Windl war bis vor ihrem Amtsantritt am 01.10.2022 als Vizerektorin für Forschung, Bildungskooperationen und Qualitätsmanagement an der Pädagogischen Hochschule Kärnten 10 Jahre Vizerektorin an der Pädagogischen Hochschule Niederösterreich.
Sitter war von März 2021 bis September 2022 Vizerektor für Lehre und Qualitätsmanagement an der PH Kärnten tätig. Seit 1. Oktober 2022 ist er für die Bereiche Lehre und Schulentwicklungsberatung verantwortlich.

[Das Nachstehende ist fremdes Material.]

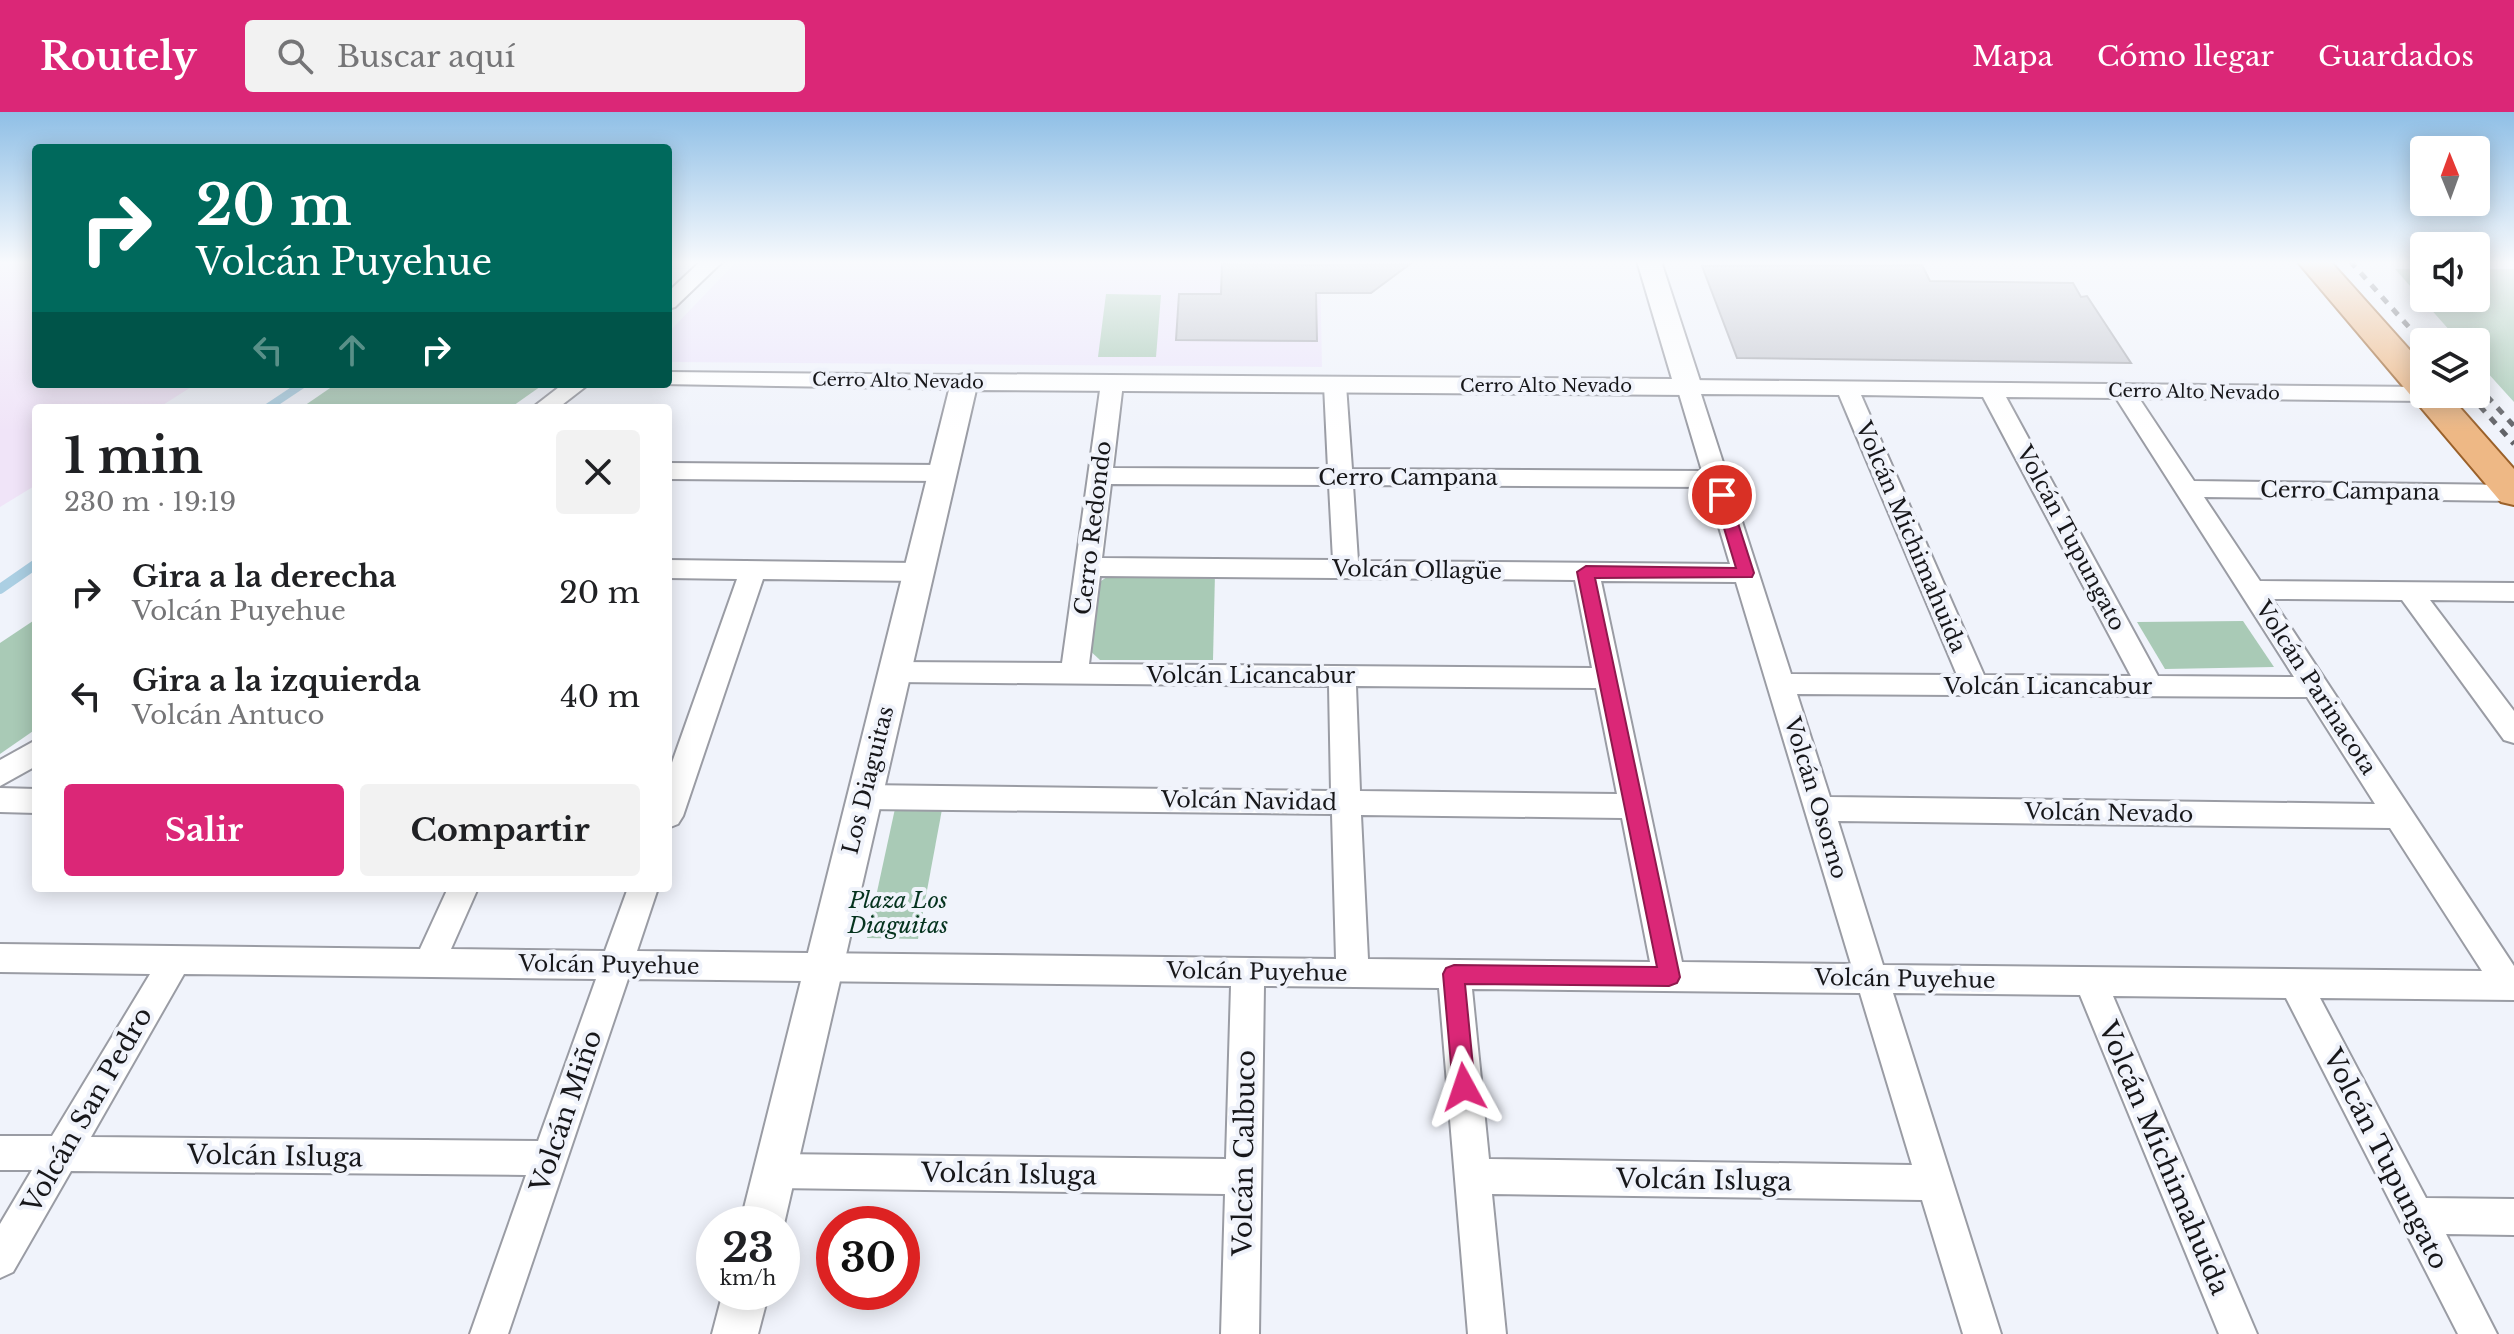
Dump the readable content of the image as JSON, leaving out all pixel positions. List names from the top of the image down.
{
  "streets": {
    "street": [
      "Cerro Alto Nevado",
      "Cerro Campana",
      "Cerro Redondo",
      "Volcán Michimahuida",
      "Volcán Tupungato",
      "Volcán Ollagüe",
      "Volcán Licancabur",
      "Volcán Parinacota",
      "Los Diaguitas",
      "Volcán Osorno",
      "Volcán Navidad",
      "Volcán Nevado",
      "Volcán Puyehue",
      "Volcán San Pedro",
      "Volcán Miño",
      "Volcán Calbuco",
      "Volcán Isluga"
    ]
  },
  "crossings": [
    ["Cerro Alto Nevado", "Cerro Redondo"],
    ["Cerro Alto Nevado", "Volcán Michimahuida"],
    ["Cerro Alto Nevado", "Volcán Tupungato"],
    ["Cerro Alto Nevado", "Volcán Parinacota"],
    ["Cerro Alto Nevado", "Los Diaguitas"],
    ["Cerro Alto Nevado", "Volcán Osorno"],
    ["Cerro Campana", "Cerro Redondo"],
    ["Cerro Campana", "Volcán Parinacota"],
    ["Cerro Campana", "Volcán Osorno"],
    ["Cerro Redondo", "Volcán Ollagüe"],
    ["Cerro Redondo", "Volcán Licancabur"],
    ["Volcán Michimahuida", "Volcán Licancabur"],
    ["Volcán Michimahuida", "Volcán Puyehue"],
    ["Volcán Tupungato", "Volcán Licancabur"],
    ["Volcán Tupungato", "Volcán Puyehue"],
    ["Volcán Ollagüe", "Volcán Osorno"],
    ["Volcán Licancabur", "Volcán Parinacota"],
    ["Volcán Licancabur", "Los Diaguitas"],
    ["Volcán Licancabur", "Volcán Osorno"],
    ["Volcán Parinacota", "Volcán Nevado"],
    ["Volcán Parinacota", "Volcán Puyehue"],
    ["Los Diaguitas", "Volcán Navidad"],
    ["Los Diaguitas", "Volcán Puyehue"],
    ["Los Diaguitas", "Volcán Isluga"],
    ["Volcán Osorno", "Volcán Nevado"],
    ["Volcán Osorno", "Volcán Puyehue"],
    ["Volcán Osorno", "Volcán Isluga"],
    ["Volcán Puyehue", "Volcán San Pedro"],
    ["Volcán Puyehue", "Volcán Miño"],
    ["Volcán Puyehue", "Volcán Calbuco"],
    ["Volcán San Pedro", "Volcán Isluga"],
    ["Volcán Miño", "Volcán Isluga"],
    ["Volcán Calbuco", "Volcán Isluga"]
  ],
  "parks": ["Plaza Los Diaguitas"],
  "north": "top",
  "page": {
    "header": "Routely",
    "search": "Buscar aquí",
    "nav": ["Mapa", "Cómo llegar", "Guardados"],
    "turn": ["20 m", "Volcán Puyehue"],
    "heading": ["1 min", "230 m · 19:19"],
    "list": [
      {
        "name": "Gira a la derecha",
        "note": "Volcán Puyehue",
        "value": "20 m"
      },
      {
        "name": "Gira a la izquierda",
        "note": "Volcán Antuco",
        "value": "40 m"
      }
    ],
    "buttons": ["Salir", "Compartir"],
    "speed": "23 km/h",
    "limit": "30"
  }
}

Unter den zahlreichen Ehrengästen waren Dechant Peter Allmaier, Superintendent Manfred Sauer, Landessportdirektor Arno Arthofer, der Generalkonsul der Rep. Slowenien in Klagenfurt, Anton Novak, Bernard Sadovnik, Obmann der Gemeinschaft der Kärntner Sloweninnen und Slowenen, Bildungsdirektorin Isabella Penz, Präsidialleiter Stefan Primosch, Alina Kissner-Schmidt vom Bundesministerium für Bildung, Wissenschaft und Forschung, Robert Klingmair als Leiter des Instituts des Bundes für Qualitätssicherung im österreichischen Schulwesen, der Künstler Gustav Janosch, dessen Werke die Bühne schmückten, zahlreiche Rektorinnen und Rekoren sowie Mitglieder des Hochschulrates – allen voran Vorsitzender Arthur Mettinger.
Musikalisch umrahmt wurde der Festakt durch Simon Stadler, Matakustix und einem Bläserensemble von Hochschullehrenden und einer Studierenden.